Never-mind the revenue, EPS, and all the typical metrics you look at when a company reports earnings. Everyone knew that 2016 was a transition year for Nokia Corp (ADR) (NYSE:NOK) after its acquisition of Alcatel-Lucent SA (ADR) (NYSE:ALU). Nevertheless, NOK stock is higher by 5% despite a significant miss on the top-line, mainly because investors are amazed at the early signs of earning power from Nokia’s merger with Alcatel-Lucent.

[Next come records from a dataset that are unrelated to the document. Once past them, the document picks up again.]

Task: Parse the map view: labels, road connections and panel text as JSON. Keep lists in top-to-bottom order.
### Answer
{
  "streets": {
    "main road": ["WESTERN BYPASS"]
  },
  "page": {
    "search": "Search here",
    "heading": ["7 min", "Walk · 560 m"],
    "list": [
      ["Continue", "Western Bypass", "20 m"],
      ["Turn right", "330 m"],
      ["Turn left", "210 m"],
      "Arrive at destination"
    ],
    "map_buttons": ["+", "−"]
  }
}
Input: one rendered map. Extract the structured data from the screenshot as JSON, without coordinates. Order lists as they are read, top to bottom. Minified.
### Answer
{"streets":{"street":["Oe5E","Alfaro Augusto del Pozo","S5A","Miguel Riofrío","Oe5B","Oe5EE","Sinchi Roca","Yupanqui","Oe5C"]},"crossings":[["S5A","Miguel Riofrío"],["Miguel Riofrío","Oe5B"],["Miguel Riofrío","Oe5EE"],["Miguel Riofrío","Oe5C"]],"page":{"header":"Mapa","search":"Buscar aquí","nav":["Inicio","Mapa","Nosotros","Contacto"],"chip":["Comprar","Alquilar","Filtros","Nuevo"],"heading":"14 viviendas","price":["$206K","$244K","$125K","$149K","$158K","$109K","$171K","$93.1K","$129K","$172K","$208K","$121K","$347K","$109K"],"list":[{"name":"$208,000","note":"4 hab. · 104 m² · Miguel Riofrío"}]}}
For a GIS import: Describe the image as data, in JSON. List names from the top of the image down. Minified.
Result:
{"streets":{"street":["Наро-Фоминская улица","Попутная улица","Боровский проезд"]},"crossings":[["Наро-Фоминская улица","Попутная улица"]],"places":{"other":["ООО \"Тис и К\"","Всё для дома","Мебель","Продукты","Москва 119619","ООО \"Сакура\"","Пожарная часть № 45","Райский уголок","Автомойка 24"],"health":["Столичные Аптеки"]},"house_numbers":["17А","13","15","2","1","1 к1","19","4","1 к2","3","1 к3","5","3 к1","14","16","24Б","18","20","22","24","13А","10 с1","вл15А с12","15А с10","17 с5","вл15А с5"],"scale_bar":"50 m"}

Given how close we have followed Nokia stock over the last year, and that ALU stock provided gains of nearly 200% to the BNL Portfolio before the merger, we tend to think outside the box and realize what’s really important when earnings are announced. Here are three key takeaways from Nokia Corp’s fourth quarter and full year report, which further strengthen our outlook for NOK stock.
Nokia has a fighting chance against Apple
First, Apple is really good in court. Second, turmoil with Apple suggests a drop-off in business with Apple. And finally, court proceedings take forever.
However, Nokia Corp made sure to explain that it and Apple had a previous license that expired the end of 2016, and the two companies had been at odds in trying to finalize a deal for Apple to license Nokia’s patents.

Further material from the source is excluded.